Vieles an der politischen und wirtschaftlichen Entwicklung im „Reich der Mitte“ schmeckt der westlichen Konkurrenz nicht — muss es auch nicht.

Chinesische Restaurants sind aus Europa und den USA nicht mehr wegzudenken. Sie sind bei weniger abenteuerlustigen Gästen auch dadurch beliebt, dass sie ihre Gerichte dem vermuteten lokalen Geschmack anpassen und schärfere Gewürze oder im Gastland weniger beliebte Zutaten nur vorsichtig benutzen. Das Geschäftsmodell ist zudem dadurch so erfolgreich, dass die meisten Restaurants preiswert sind und lange Öffnungszeiten haben, die oft nur durch die Selbstausbeutung einer Großfamilie möglich sind.

China als neue wirtschaftliche Weltmacht passt sich den Erwartungen in Europa und den USA nicht so flexibel an wie seine Restaurants. Die Erfolge seiner Exportwirtschaft haben das politische und nationale Selbstbewusstsein gestärkt, nachdem die „verlängerte Werkbank“ mit ihren qualifizierten und im Vergleich preiswerten Arbeitskräften westlichen Firmen wie Apple oder den deutschen Autokonzernen immense Gewinne beschert hat. Damit konnte man die Kooperation weitgehend als Win-Win-Situation einordnen und hoffen, dass die vorteilhafte Arbeitsteilung so weitergehe.

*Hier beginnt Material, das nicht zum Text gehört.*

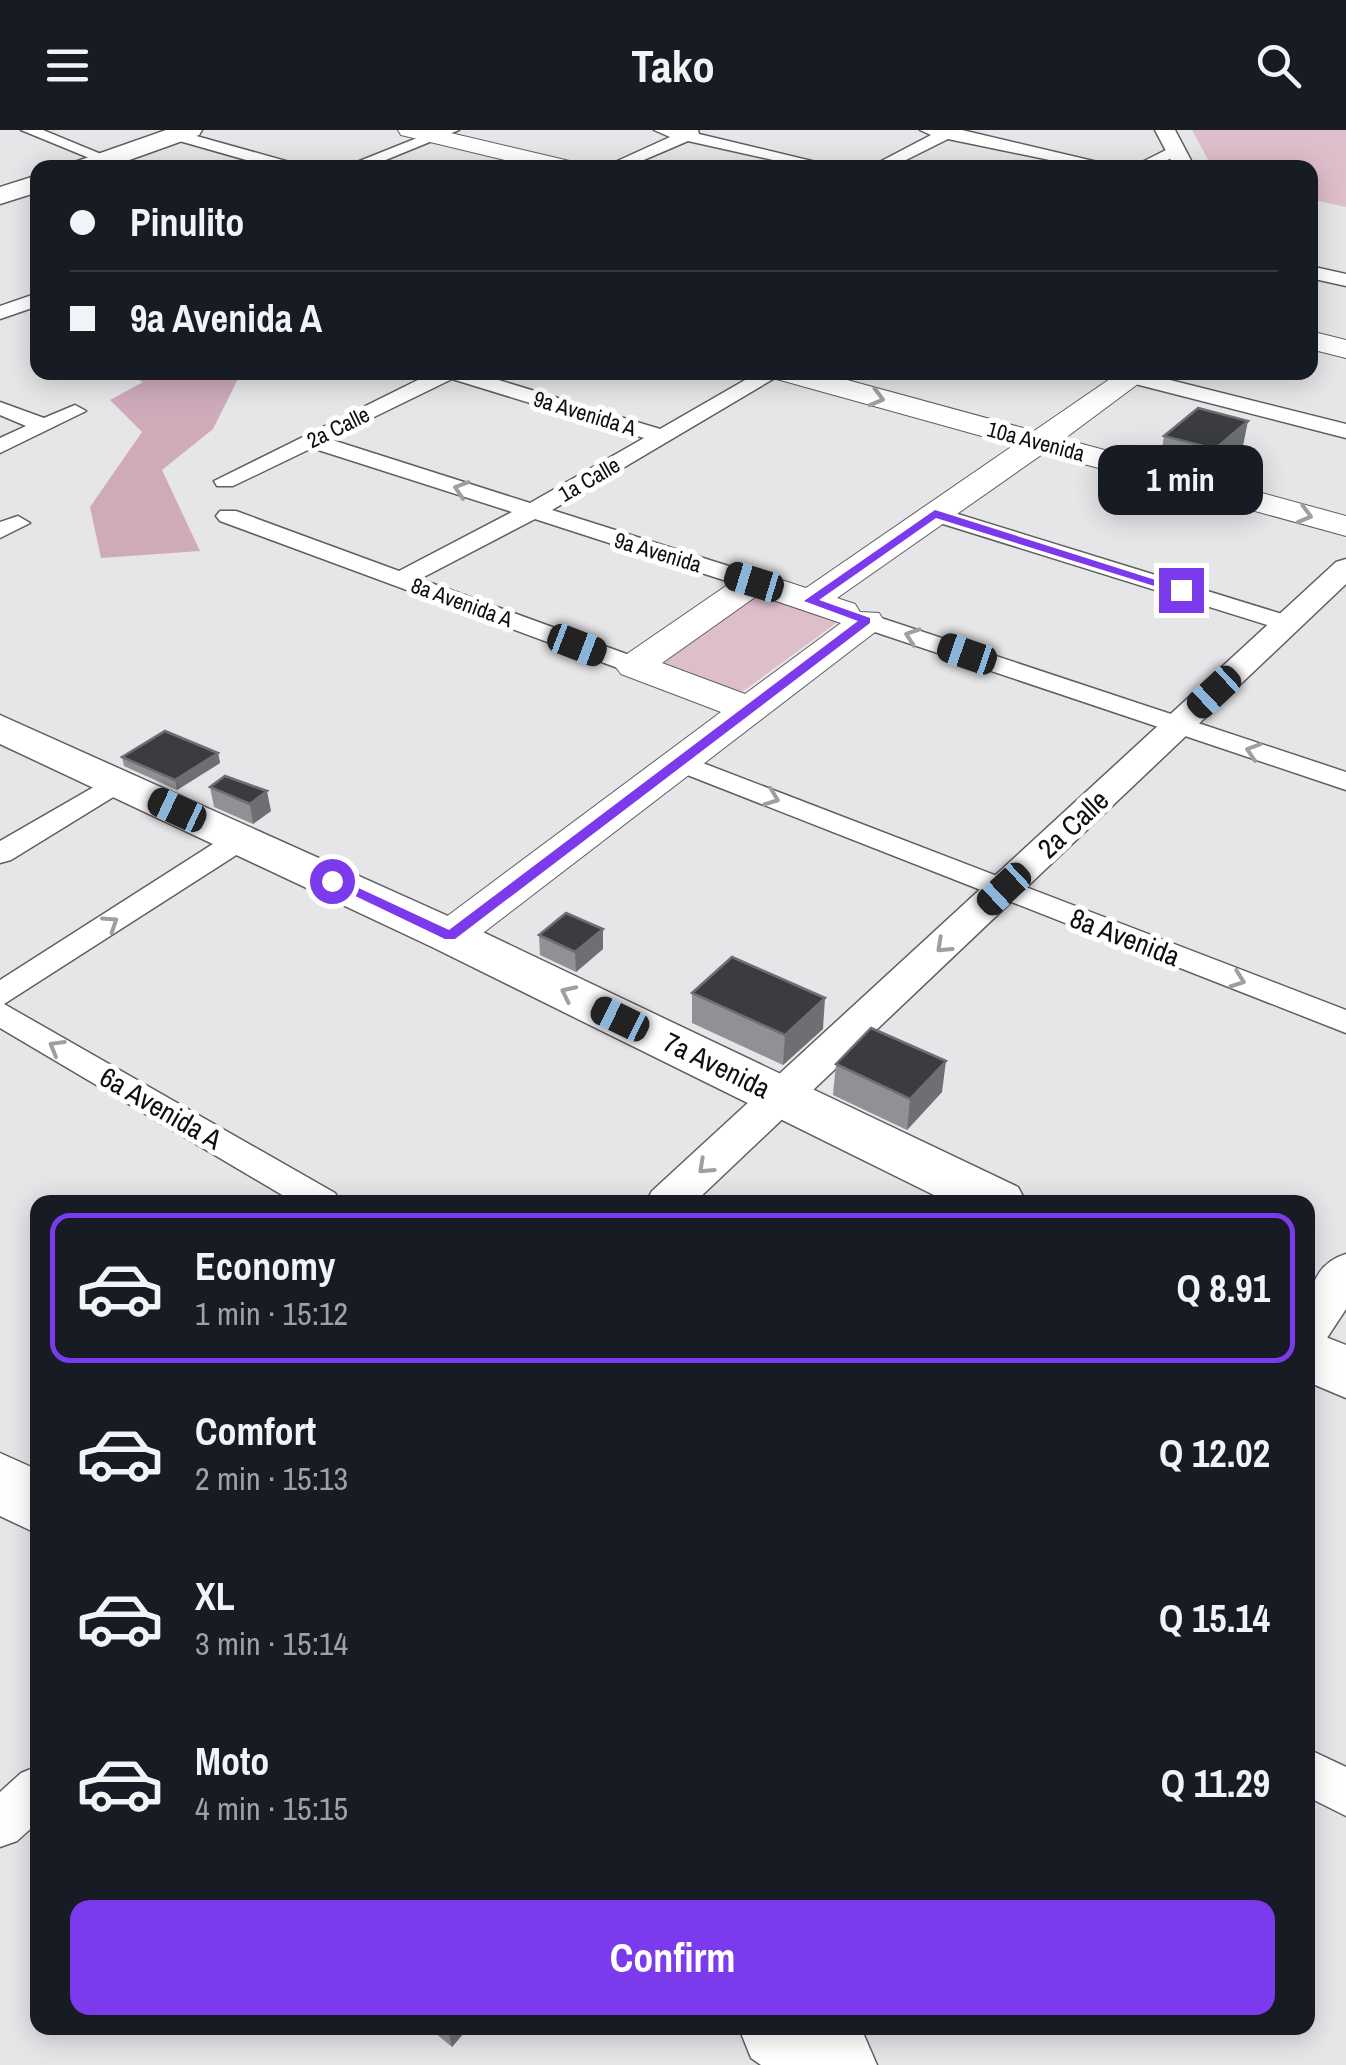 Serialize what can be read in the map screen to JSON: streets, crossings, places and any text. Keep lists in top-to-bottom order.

Aus deutscher Sicht ist der bisher gewaltige Auto-Absatz in China inzwischen problematisch geworden, weil die chinesische Autoindustrie immer mehr zum Konkurrenten heranwächst und mit der neuesten Generation von E-Fahrzeugen und der besseren Planung der Batterieproduktion schnell gefährlich werden kann.

Chinesen in den USA

In den Vereinigten Staaten mit ihrer traditionell selektiven Einwanderungspolitik gab es seit der Mitte des 19. Jahrhunderts erhebliche rassistische Vorbehalte gegenüber China.

Der „Chinese Exclusion Act“ von 1882, der nur noch Geschäftsleuten, Lehrern, Studenten und Urlaubern die Einreise gestattete, wurde erst 1943 abgeschafft, als China im Krieg gegen Japan wichtig wurde. In den letzten Jahren fühlen sich nicht nur Chinesen, sondern auch andere Asiaten in den USA diskriminiert oder werden tätlich angegriffen, unter anderem, weil sie in vielen Bereichen erfolgreicher sind als die Bio-Amerikaner, vor allem im Bildungsverhalten und Arbeitsethos.

Von der verlängerten Werkbank zum systemischen Herausforderer

Wie so oft schwappen Entwicklungen und Trends aus den USA zeitlich verzögert nach Europa über. Der wirtschaftliche und technologische Fortschritt Chinas, der alle bisherigen Aufholjagden der Geschichte übertrifft, wurde in den USA eher als in Europa als Bedrohung erkannt.

Die aus chinesischer Sicht zur Verteidigung notwendig gewordene Modernisierung der Armee war nicht zuletzt eine Antwort auf die US-Militärbasen in unmittelbarer Nähe, 73 in Südkorea und 120 in Japan mit zusammen rund 80.000 dort stationierten Truppen. Dieses Netz expandiert weiter, zuletzt vor ein paar Wochen mit der Öffnung von weiteren vier Marinebasen in den Philippinen. Das amerikanische Militär ist nicht nur durch die weltweit rund 800 Stützpunkte und das ausgefeilte Spionage- und Überwachungssystem seiner Satelliten gut über die chinesischen Rüstungsanstrengungen informiert. Entscheidender für die Politik ist die Lobbyarbeit verschiedener Anti-China Gruppierungen.

Das „Committee on the Present Danger: China“ (CPDC)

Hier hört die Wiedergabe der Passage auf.